**Exercise description**
Could you copy out all the lines in the material below where the word "shadow" occurs?

**Given entries**
====
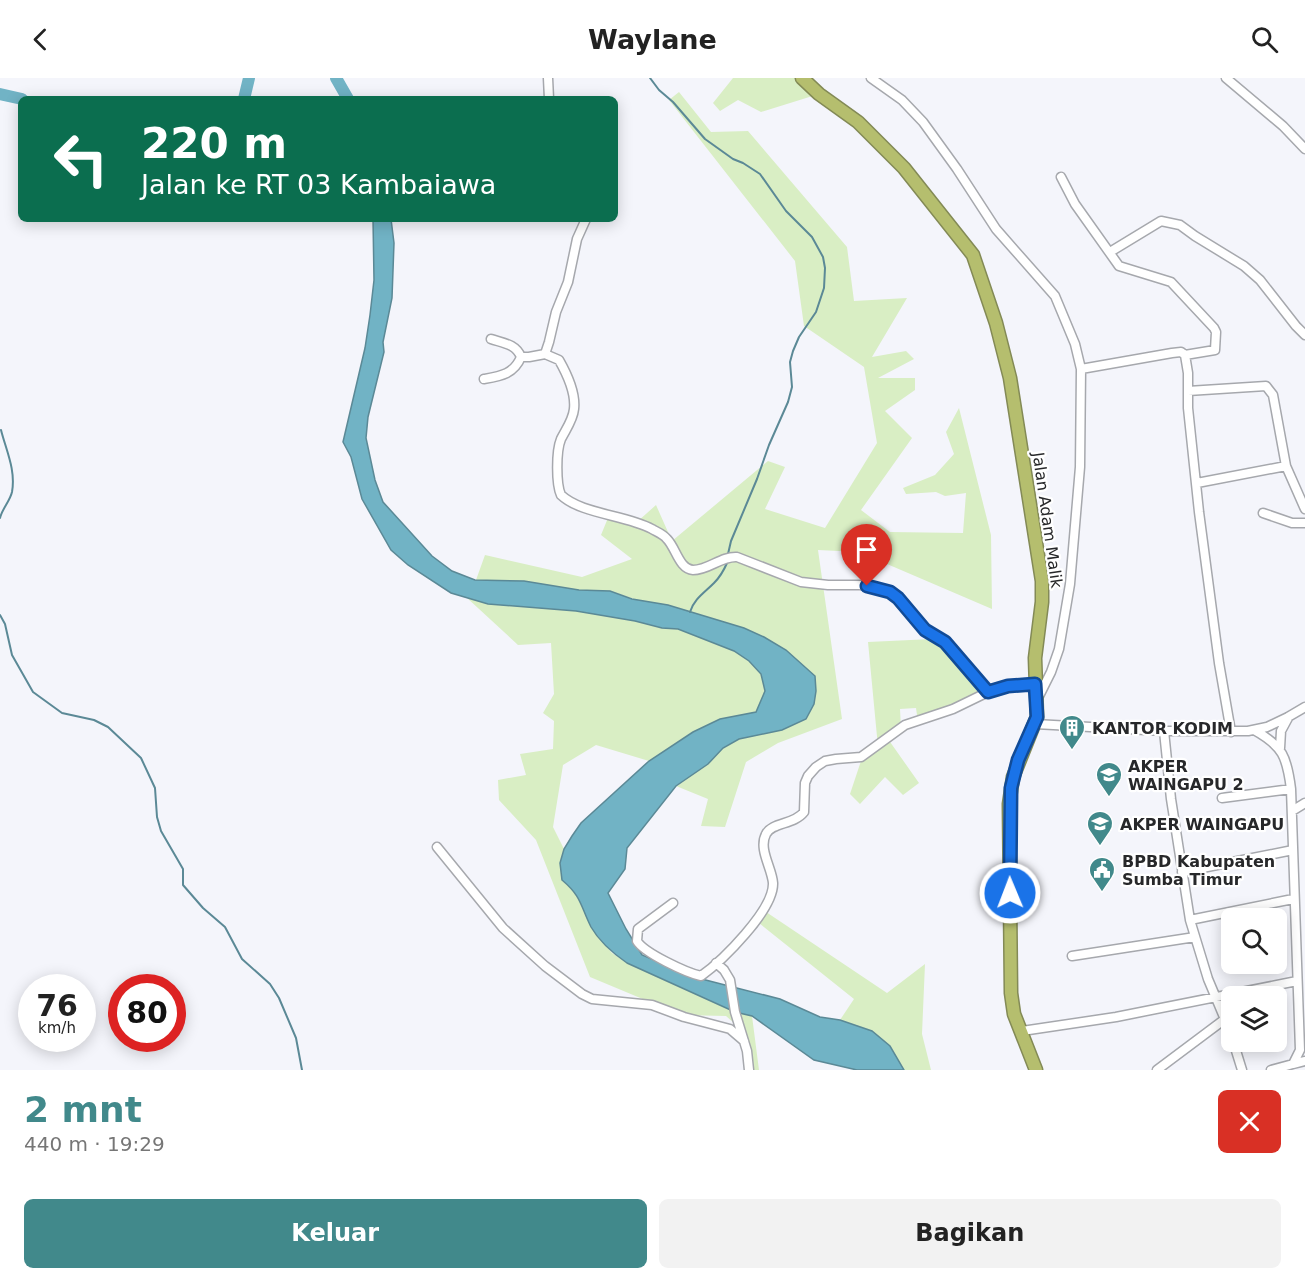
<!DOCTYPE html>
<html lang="id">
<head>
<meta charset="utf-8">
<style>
	:root { --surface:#fff; --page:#f2f2f2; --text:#222; --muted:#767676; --accent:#41898b }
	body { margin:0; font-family:"DejaVu Sans",sans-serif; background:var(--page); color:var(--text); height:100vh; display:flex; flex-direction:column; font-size:22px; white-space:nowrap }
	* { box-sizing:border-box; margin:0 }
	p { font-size:20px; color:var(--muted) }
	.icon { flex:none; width:33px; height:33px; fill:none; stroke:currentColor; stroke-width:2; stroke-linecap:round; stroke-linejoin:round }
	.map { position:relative; height:992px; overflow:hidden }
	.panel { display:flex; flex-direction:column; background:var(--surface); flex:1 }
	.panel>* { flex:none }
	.banner { position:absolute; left:18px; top:18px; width:600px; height:126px; border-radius:9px; box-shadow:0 3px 15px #0003; background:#0b6e4f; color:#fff; overflow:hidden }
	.controls { position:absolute; left:1221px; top:830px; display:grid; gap:12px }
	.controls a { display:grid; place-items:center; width:66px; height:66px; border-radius:9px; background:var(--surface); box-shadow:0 3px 15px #0003; font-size:30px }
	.speed { position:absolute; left:18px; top:896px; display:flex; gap:12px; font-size:30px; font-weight:700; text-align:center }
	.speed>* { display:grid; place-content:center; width:78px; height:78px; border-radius:50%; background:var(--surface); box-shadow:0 3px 15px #0003; line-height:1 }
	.speed small { font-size:15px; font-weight:400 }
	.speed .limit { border:9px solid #d22; background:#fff; color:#111 }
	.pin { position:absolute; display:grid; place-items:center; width:51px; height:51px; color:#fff; margin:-62px -26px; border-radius:50% 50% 50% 0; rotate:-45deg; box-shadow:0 0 6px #0007 }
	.pin .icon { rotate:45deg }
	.me { position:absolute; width:66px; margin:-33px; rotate:359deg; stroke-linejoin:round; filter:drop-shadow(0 0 4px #0008) }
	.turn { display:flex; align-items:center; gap:21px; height:126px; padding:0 24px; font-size:27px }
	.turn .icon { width:78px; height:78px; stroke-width:2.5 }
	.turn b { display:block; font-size:42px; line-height:51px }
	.round { display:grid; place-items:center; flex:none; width:63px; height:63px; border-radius:9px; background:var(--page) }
	.head { display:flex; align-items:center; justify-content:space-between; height:102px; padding:0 24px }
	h1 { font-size:36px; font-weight:700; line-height:45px; color:var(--accent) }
	.action { display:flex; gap:12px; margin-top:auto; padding:12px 24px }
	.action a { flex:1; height:69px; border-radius:9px; background:var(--accent); color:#fff; font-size:24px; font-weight:700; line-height:69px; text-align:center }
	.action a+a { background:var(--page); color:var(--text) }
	header { display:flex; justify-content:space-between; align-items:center; height:78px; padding:0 24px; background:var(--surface); font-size:27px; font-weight:700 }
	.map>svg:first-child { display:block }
</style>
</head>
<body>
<header><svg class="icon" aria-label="back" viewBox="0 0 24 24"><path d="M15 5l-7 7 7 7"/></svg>Waylane<svg class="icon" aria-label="search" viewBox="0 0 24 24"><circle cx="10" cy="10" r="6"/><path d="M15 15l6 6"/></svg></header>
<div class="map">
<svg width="1305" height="992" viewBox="0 0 1305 992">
	<rect width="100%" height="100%" fill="#f4f5fb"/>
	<path fill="#d9eec4" d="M733 0H802L819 16 761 34 738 22 720 33 713 25Z
		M679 14 711 54 748 53 847 169 854 223 907 220 872 279 906 273 914 281 878 300H915V312L885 333 912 360 861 432 890 454 963 455 966 415 945 418 936 414 906 416 903 410 935 397 954 376 946 354 959 330 991 457 992 531 859 474 818 472 842 641 778 665 746 684 725 749 701 748 708 721 676 708 708 686 723 670 739 661 806 641C814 626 816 615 815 598L786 572 610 513 579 512 524 503 476 502 485 477 582 499 632 481 601 457 610 435 637 444 656 427 672 463 768 383 785 389 765 431 825 450 877 365 864 289 804 248 795 183 669 22Z
		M466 519 488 526 576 533 635 543 662 550 678 551 734 573 749 583 761 596 765 613 756 634 720 641 693 654 649 683 596 667 563 687 553 749 564 771 560 785 562 802 575 813 592 851 612 875 627 885 735 934 752 938 759 992H752L743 953 726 938 681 937 590 899 536 762 499 722 498 702 526 697 520 676 553 671 554 643 543 635 554 616 551 565 518 567Z
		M932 561 941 567 951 580 969 595 985 618 918 644 916 630 900 631 901 650 888 661 919 705 903 717 885 699 860 726 850 716 861 683 878 669 868 564Z
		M760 830 887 915 925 886 922 956 931 992H904C883 957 877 955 840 942L854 921 754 841Z"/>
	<path fill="#71b3c5" stroke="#5b8996" stroke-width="1.5" d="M373 141H391L394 165 392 220 383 264 384 274 368 339 366 360 375 402 383 424 432 478 452 493 475 502 524 503 579 512 610 513 632 521 668 527 744 550 764 559 786 572 815 598 816 613 814 626 806 641 782 652 739 661 723 670 708 686 676 708 627 770 625 791 608 815 626 851 642 877 694 899 780 921 820 939 840 942 872 953 890 968 904 992H857L814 982 752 938 735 934 627 885C614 876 599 863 591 849 580 827 582 819 562 802L560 785 564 771 572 758 581 745 649 683 693 654 720 641 756 634 765 613 761 596 749 583 734 573 678 551 662 550 635 543 576 533 488 526 451 515 408 487 391 472 362 421 351 379 343 364 365 270 370 237 374 202Z"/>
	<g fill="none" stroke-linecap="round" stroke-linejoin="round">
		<path stroke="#5b8996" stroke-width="2" d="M650 0 659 12 673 24 705 61 733 81 743 85 760 96 786 133 812 159 823 179 825 190 824 210 816 234 799 259 793 273 790 284 792 309 788 324 769 367 757 401 731 463 728 476
			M0 440C2 431 10 423 12 414 16 392 6 372 1 352
			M690 534C694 521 704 515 714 505 720 499 724 492 727 485
			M0 537 5 546 12 577 33 614 62 635 94 642 108 649 141 680 155 710 157 739 161 753 183 791V807L203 830 225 849 242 881 270 906 279 920 296 960 302 992"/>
		<path stroke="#71b3c5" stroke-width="12" d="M336 0 348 21
			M0 16 22 21
			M244 21 249 0"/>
		<defs>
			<path id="minor" d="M548 0 549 21
				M871 0 902 22 923 44 957 91 996 151 1055 218 1075 266 1081 291 1080 389 1070 506 1059 571 1051 594 1037 622
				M1226 0 1283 48 1305 71
				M1061 99 1075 126 1119 188 1171 204 1214 250 1216 254 1215 272 1185 277
				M586 141 577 161 568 204 556 234 549 264 545 276 559 282C567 296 576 314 574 331 573 342 566 351 561 361 556 373 556 406 561 417 581 436 626 437 652 451 657 454 663 456 667 461 676 470 679 491 693 492 709 492 721 478 737 479L801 504 828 507H860L890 514 905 526 925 552 945 564 988 614 1008 608 1035 606
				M1110 174 1161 143 1180 147 1195 158 1244 188 1260 202 1296 248 1305 257
				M491 261C503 265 516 266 521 279H529L545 276
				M1081 291 1172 275 1181 274 1185 277 1188 295V330L1199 434 1219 585 1231 654
				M484 301C501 298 514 296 521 279
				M1188 313 1266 308 1273 317 1286 388 1305 431
				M1197 405 1286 388
				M1263 435 1292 445H1305
				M1035 646 1164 653H1248L1267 649 1288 639 1305 629
				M1254 652C1283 668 1287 679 1291 711L1300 972 1293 986 1271 992
				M1164 653 1171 721 1190 842 1208 901 1232 958
				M1280 670 1281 653 1288 640
				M1222 720 1291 711
				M1292 733 1305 725
				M437 769 503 850 545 888 582 916 592 921 652 927 684 939 730 951 744 963
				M1182 794 1293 772
				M673 825 638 851 637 863C644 875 687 895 701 898 722 883 774 832 773 805 772 790 758 771 766 756 772 744 794 747 804 734L805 705 808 698 816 689 825 683 836 681 861 679 905 647 953 631 988 614
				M1190 842 1293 821
				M1072 878 1195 859
				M716 885 724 892 730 902 735 934 747 973 749 992
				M1022 953 1116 939 1297 903
				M1233 963 1242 992
				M1293 986 1305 983
				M1157 992 1225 941"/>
			<path id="highway" d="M802 0 819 16 858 44 904 90 973 177 996 245 1010 300 1042 503V524L1035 580 1037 639 1013 699 1009 726 1011 915 1014 936 1036 992"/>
		</defs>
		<use href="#minor" stroke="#a6a8ad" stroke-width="11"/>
		<use href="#highway" stroke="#838a56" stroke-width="15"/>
		<use href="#minor" stroke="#fff" stroke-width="8"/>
		<use href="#highway" stroke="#b5be6e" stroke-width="12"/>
	</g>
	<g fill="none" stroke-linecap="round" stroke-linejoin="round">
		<defs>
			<path id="route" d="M867 508 890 514 898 520 925 552 945 564 988 614 1008 608 1035 606 1037 639 1018 682 1011 710 1010 815"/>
		</defs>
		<use href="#route" stroke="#114b97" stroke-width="15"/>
		<use href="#route" stroke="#1a73e8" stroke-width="10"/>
	</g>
	<defs>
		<symbol id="building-pin" viewBox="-11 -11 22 30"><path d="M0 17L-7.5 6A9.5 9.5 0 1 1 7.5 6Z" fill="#41898b" stroke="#fff"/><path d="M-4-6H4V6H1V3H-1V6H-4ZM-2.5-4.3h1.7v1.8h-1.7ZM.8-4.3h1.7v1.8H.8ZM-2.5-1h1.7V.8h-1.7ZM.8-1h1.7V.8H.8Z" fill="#fff"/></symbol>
		<symbol id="university-pin" viewBox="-11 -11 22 30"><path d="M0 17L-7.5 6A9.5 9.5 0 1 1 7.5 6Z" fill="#41898b" stroke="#fff"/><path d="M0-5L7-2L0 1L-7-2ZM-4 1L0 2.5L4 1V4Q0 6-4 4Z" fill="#fff"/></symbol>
		<symbol id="civic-pin" viewBox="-11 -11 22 30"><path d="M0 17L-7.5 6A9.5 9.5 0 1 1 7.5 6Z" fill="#41898b" stroke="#fff"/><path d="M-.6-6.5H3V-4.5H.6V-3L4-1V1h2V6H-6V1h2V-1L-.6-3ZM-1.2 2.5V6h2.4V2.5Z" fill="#fff"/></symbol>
	</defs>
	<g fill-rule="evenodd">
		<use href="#building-pin" x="1057" y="635" width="30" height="40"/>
		<use href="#university-pin" x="1094" y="682" width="30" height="40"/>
		<use href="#university-pin" x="1085" y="731" width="30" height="40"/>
		<use href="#civic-pin" x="1087" y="777" width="30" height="40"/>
	</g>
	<g text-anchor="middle" stroke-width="4.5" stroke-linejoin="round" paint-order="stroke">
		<g font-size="16" fill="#27282a" stroke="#fff">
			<text transform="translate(1048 442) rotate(82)" y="6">Jalan Adam Malik</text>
		</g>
		<g font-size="16" font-weight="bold" fill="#27282a" stroke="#fff" text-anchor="start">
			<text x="1092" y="656">KANTOR KODIM</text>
			<text x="1128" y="694">AKPER<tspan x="1128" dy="18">WAINGAPU 2</tspan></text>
			<text x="1120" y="752">AKPER WAINGAPU</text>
			<text x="1122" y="789">BPBD Kabupaten<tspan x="1122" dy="18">Sumba Timur</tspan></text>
		</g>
	</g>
</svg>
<div class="controls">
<a><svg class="icon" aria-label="search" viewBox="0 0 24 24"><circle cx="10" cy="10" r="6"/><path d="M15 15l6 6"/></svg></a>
<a><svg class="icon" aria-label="layers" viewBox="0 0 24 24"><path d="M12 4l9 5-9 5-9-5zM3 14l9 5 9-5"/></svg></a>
</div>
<div class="speed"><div>76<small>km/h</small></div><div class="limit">80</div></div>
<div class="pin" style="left:867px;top:508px;background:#d93025"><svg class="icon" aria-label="arrive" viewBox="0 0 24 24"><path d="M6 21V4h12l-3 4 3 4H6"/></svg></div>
<svg class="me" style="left:1010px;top:815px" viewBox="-20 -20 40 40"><circle r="17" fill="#1a73e8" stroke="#fff" stroke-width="3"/><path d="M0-11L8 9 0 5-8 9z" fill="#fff"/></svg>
<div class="banner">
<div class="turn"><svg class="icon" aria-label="left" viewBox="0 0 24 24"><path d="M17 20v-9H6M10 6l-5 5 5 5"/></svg><div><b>220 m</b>Jalan ke RT 03 Kambaiawa</div></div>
</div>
</div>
<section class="panel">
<div class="head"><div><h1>2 mnt</h1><p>440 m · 19:29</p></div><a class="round" style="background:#d93025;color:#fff"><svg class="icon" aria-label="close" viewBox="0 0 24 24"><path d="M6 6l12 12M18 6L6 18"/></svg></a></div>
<div class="action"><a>Keluar</a><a>Bagikan</a></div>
</section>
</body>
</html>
====
**Reply to the task**
	.banner { position:absolute; left:18px; top:18px; width:600px; height:126px; border-radius:9px; box-shadow:0 3px 15px #0003; background:#0b6e4f; color:#fff; overflow:hidden }
	.controls a { display:grid; place-items:center; width:66px; height:66px; border-radius:9px; background:var(--surface); box-shadow:0 3px 15px #0003; font-size:30px }
	.speed>* { display:grid; place-content:center; width:78px; height:78px; border-radius:50%; background:var(--surface); box-shadow:0 3px 15px #0003; line-height:1 }
	.pin { position:absolute; display:grid; place-items:center; width:51px; height:51px; color:#fff; margin:-62px -26px; border-radius:50% 50% 50% 0; rotate:-45deg; box-shadow:0 0 6px #0007 }
	.me { position:absolute; width:66px; margin:-33px; rotate:359deg; stroke-linejoin:round; filter:drop-shadow(0 0 4px #0008) }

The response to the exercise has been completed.